The puppets were 5. Three pigs , a wolf and a red riding hood. Two different fairytales could be narrated with their contribution: “the three little pigs” and “the red riding hood”. I took a minute to recall the stories properly. I felt more confident about “the three little pigs”. So I started from this one. The children were abnormaly quiet. They were all expecting to listen to the new story accompanied with the new clean puppets. In order to refresh your memory, the story goes as follows: The three little pig brothers had to part with their parental house, because they had grown old. The oldest builds a house of straws in one day, as he was idle. The second born built a house out of wood in a week and joined the first in playing. While the youngest one buckled down and built a strong house of bricks in one month under the teasing and laughter of his older brothers. To cut a long story short, the wolf blows the house of the first pig and burns the wooden house of the second. The two brothers seek shelter in the habitat of the youngest pig, which at the end proved to be the wisest of all , as his stable and firm structure assured their survival from the menace of the wolf.
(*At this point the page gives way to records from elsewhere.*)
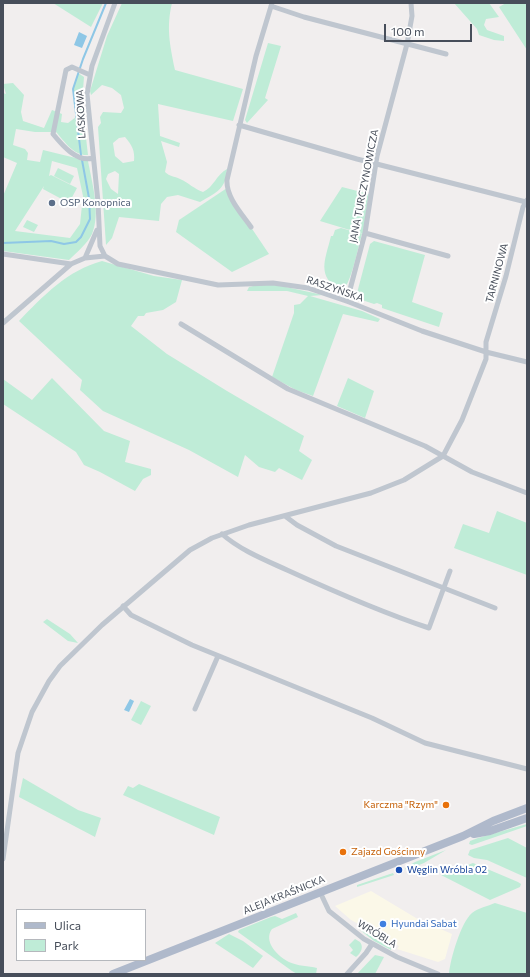 <!DOCTYPE html>
<html>
<head>
<meta charset="utf-8">
<style>
  body { margin:0 }
  #map { position:relative; width:530px; height:977px; overflow:hidden; background:#f1eeee; font-family:Commissioner,sans-serif }
  canvas { display:block }
  .frame { position:absolute; inset:0; border:4px solid #474e5a; pointer-events:none }
  .legend { position:absolute; left:16px; top:909px; width:130px; height:52px; box-sizing:border-box; background:#fff; border:1px solid #b5b8bd; margin:0; padding:5px 7px; list-style:none; font-size:12px; color:#474e5a }
  .legend li { display:flex; align-items:center; gap:8px; height:20px }
  .legend b { width:20px; border:1px solid #b5b8bd }
  .scale { position:absolute; left:384px; top:24px; width:88px; height:18px; box-sizing:border-box; border:2px solid #474e5a; border-top:0; padding-left:5px; font-size:12px; line-height:14px; white-space:nowrap; color:#474e5a; -webkit-text-stroke:3px #fff; paint-order:stroke }
</style>
</head>
<body>
<div id="map">
<canvas width="530" height="977"></canvas>
<div class="frame"></div>
<ul class="legend">
<li><b style="height:5px;background:#afb9cb"></b>Ulica</li>
<li><b style="height:11px;background:#bfecd7"></b>Park</li>
</ul>
<div class="scale">100 m</div>
</div>
<script>
const context = document.querySelector('canvas').getContext('2d');
context.lineJoin = 'round';
function paint(path, color) { context.fillStyle = color; context.fill(path, 'evenodd'); }
function stroke(path, color, width, dash) { context.strokeStyle = color; context.lineWidth = width; context.lineCap = dash ? 'butt' : 'round'; context.setLineDash(dash || []); context.stroke(path); }
function drawText(font, color, halo, rows, align = 'center') {
  context.font = font + ' Commissioner,sans-serif'; context.lineWidth = 4; context.setLineDash([]); context.textBaseline = 'middle'; context.strokeStyle = halo; context.fillStyle = color; for (const [text, x, y, turn = 0] of rows) {
    context.save(); context.translate(x, y); context.rotate((+turn || 0) * Math.PI / 180); context.textAlign = isNaN(turn) ? turn : align; if (halo) context.strokeText(text, 0, 0); context.fillText(text, 0, 0); context.restore();
  }
}
paint(new Path2D(`
  M371,891L416,918L452,934L445,959L438,962L397,949L399,946L351,920L335,906Z`), '#fbf8e8');
paint(new Path2D(`
  M53,3H103L91,27Z
  M122,3H172C166,28 170,45 175,70L243,89L233,121L158,104L160,136L180,143L179,147L161,141L167,162L165,172C170,177 174,176 180,179C189,183 194,189 203,192C214,187 216,175 227,169C226,189 217,192 200,202L178,195L167,197L161,204L159,221L119,217L112,238L106,245L98,127L101,123L100,117L103,112L121,113L124,108L121,95L112,88L102,85L91,95L90,91L107,36ZM125,137C132,145 135,151 134,161L123,163L115,156L113,143L119,138ZM115,171L119,174L118,194L111,189L106,179L108,174Z
  M454,3H489L499,17L486,19L484,25L487,30L504,36V41L494,40L479,35L477,29Z
  M506,3H527V50L499,7Z
  M268,43L281,46L265,98L268,100L247,123L245,120Z
  M78,73L84,77L82,103L88,155C74,156 65,142 56,132H35L16,129L13,145L25,149L28,153L27,160L40,162L43,150L88,161C92,183 101,213 92,234C87,244 77,252 69,260L3,251V196L17,163L3,157V93L6,94L3,84L13,83L24,95L21,112L23,121L44,128L52,110L62,114L61,122L68,123L76,117L73,89ZM52,161L77,168L83,196L80,224L70,238L15,231L44,186L43,189L69,203L77,188L51,175L49,176Z
  M58,168L74,176L70,184L54,176Z
  M342,187L369,194L363,234L320,221Z
  M227,188L234,202L269,254L232,272L176,232L179,220Z
  M27,220L38,225L34,232L23,227Z
  M341,228L362,234C358,247 351,286 341,292C316,275 325,261 331,236H333L335,230Z
  M374,241L425,255L412,302L443,313L439,327L382,308V305L377,303L374,304L359,299L357,293L370,244Z
  M102,261L154,276L182,280L176,302L163,310L146,313L144,316H138L131,326L167,354L227,391L304,436L299,451L312,460L302,480L279,468L275,472L259,467L245,455L238,477L189,450L103,411L80,390L82,380L19,321C43,296 68,270 102,261Z
  M258,285H277L323,295L310,296L362,311L380,319L378,322L343,314L313,396L296,390L272,377L294,313V305L300,304L308,296L287,291H247L249,287Z
  M52,378L104,431L130,441L125,462L151,469V475L143,479L135,491L100,472L84,465L76,452L3,404V379L32,400Z
  M348,378L374,391L365,418L337,406Z
  M497,511L527,523V575L454,548L463,524L489,533Z
  M47,619L70,634L78,643L68,641L43,622Z
  M141,701L151,706L141,725L131,720Z
  M23,778L78,810L101,818L95,837L19,797Z
  M139,784L220,817L214,835L123,795L128,786L133,788Z
  M527,824V826L472,845L469,844L470,841L478,838Z
  M508,838L527,848V878L487,860L474,858L468,855L470,850Z
  M446,850L424,863L406,870L405,868L415,862Z
  M473,863L518,882L521,884L520,887L490,900L441,875Z
  M393,873L394,875L357,887V885Z
  M495,903L527,913V974H449C450,960 461,922 472,913C478,908 488,906 495,903Z
  M296,913L298,917L272,929C263,941 277,956 289,962C297,966 309,966 317,968L316,974H297L292,971L238,932L239,930L271,917L275,916L282,919Z
  M359,929L391,948V950L374,941Z
  M229,934L243,941L263,956L253,968L215,943Z
  M355,939L360,942C364,947 361,953 356,957L350,953L353,950L349,945Z
  M375,955L384,957L375,974H357Z`), '#bfecd7');
paint(new Path2D(`
  M79,32L87,36L82,48L74,45Z
  M130,699L134,701L129,712L124,710Z`), '#8ec7e6');
stroke(new Path2D(`
  M81,155L73,89L83,59L106,3
  M3,243L51,241L64,244L76,242L81,237L90,219L89,198L82,160`), '#8ec7e6', 2);
stroke(new Path2D(`
  M115,3L92,66L87,94L98,202L100,246L105,256L118,264L218,285L273,283L308,288L349,302L422,331L486,352L527,362
  M271,6L304,17L446,54
  M90,75L72,67L66,70L53,134C62,145 77,163 93,158
  M239,125L357,159L526,202
  M251,227C241,213 226,197 227,180L256,56L272,3
  M365,233L448,256
  M3,254L71,264
  M85,258L97,230
  M349,302L348,297L365,233L377,156L407,44L412,16L411,3
  M3,323L71,264L85,258L105,256
  M181,324L288,389L425,446L472,472L527,493
  M285,516L297,525L336,546L495,608
  M222,534C240,550 265,560 287,570C333,591 380,612 429,628L450,571
  M123,606L131,615L192,645L372,718L425,743L527,769
  M195,709L218,656
  M3,859L18,753L32,712L49,681L60,666L102,625L190,550L212,538L249,525L371,493L404,480L443,456L462,420L486,359V342L506,276L523,207L527,200
  M320,892L329,911L364,939L397,957L438,974
  M347,974L366,953L372,944`), '#bfc6cf', 5);
stroke(new Path2D(`
  M474,834L490,831L527,818
  M113,974L463,836L493,821L527,808`), '#afb9cb', 8);
for (const [x, y, r, color] of [
  [52,203,4,"#5c6f8a"],
  [446,805,4,"#e8710a"],
  [343,852,4,"#e8710a"],
  [399,870,4,"#1a4fb4"],
  [383,924,4,"#3f7fe0"]
]) { const dot = new Path2D(); dot.arc(x, y, r, 0, 2 * Math.PI); context.fillStyle = color; context.fill(dot); stroke(dot, '#fff', 1.5); }
drawText('10px', '#474e5a', '#fff', [
  ["LASKOWA",81,114,-93],
  ["JANA TURCZYNOWICZA",364,186,-79],
  ["TARNINOWA",497,273,-75],
  ["RASZYŃSKA",335,289,19],
  ["ALEJA KRAŚNICKA",284,895,-22],
  ["WRÓBLA",377,934,31]
]);
drawText('10px', '#4e5e75', '#fff', [
  ["OSP Konopnica",60,203]
], 'left');
drawText('10px', '#c56008', '#fff', [
  ["Karczma \"Rzym\"",438,805],
  ["Zajazd Gościnny",351,852,"left"]
], 'right');
drawText('10px', '#164399', '#fff', [
  ["Węglin Wróbla 02",407,870]
], 'left');
drawText('10px', '#366cbe', '#fff', [
  ["Hyundai Sabat",391,924]
], 'left');
</script>
</body>
</html>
When I was halfway the story, I felt that my students were not following me. I was describing the residences of straw and wood as insecure and inapropriate and instead of disapproval for the oldest pigs i could only discern confusion in their cute black eyes. And then it dawned on me. The houses of the story might seem much more luxurious and safe than their own. Some houses in the community were even a wonder to stand still and not collapse. Through the trotro window I had seen houses, which were leaning and had no doors or windows. Small ones were shared by big families and the furniture were little and old. My shame was undescriable. I rushed to finish the fairy tale and decided to fathom the reality of the kids standing before me. One thing was for sure: the western stories were incomprehensible and useless. Therefore, my new task was to search for traditional ghanian tales, that would “speak” genuinely to my students.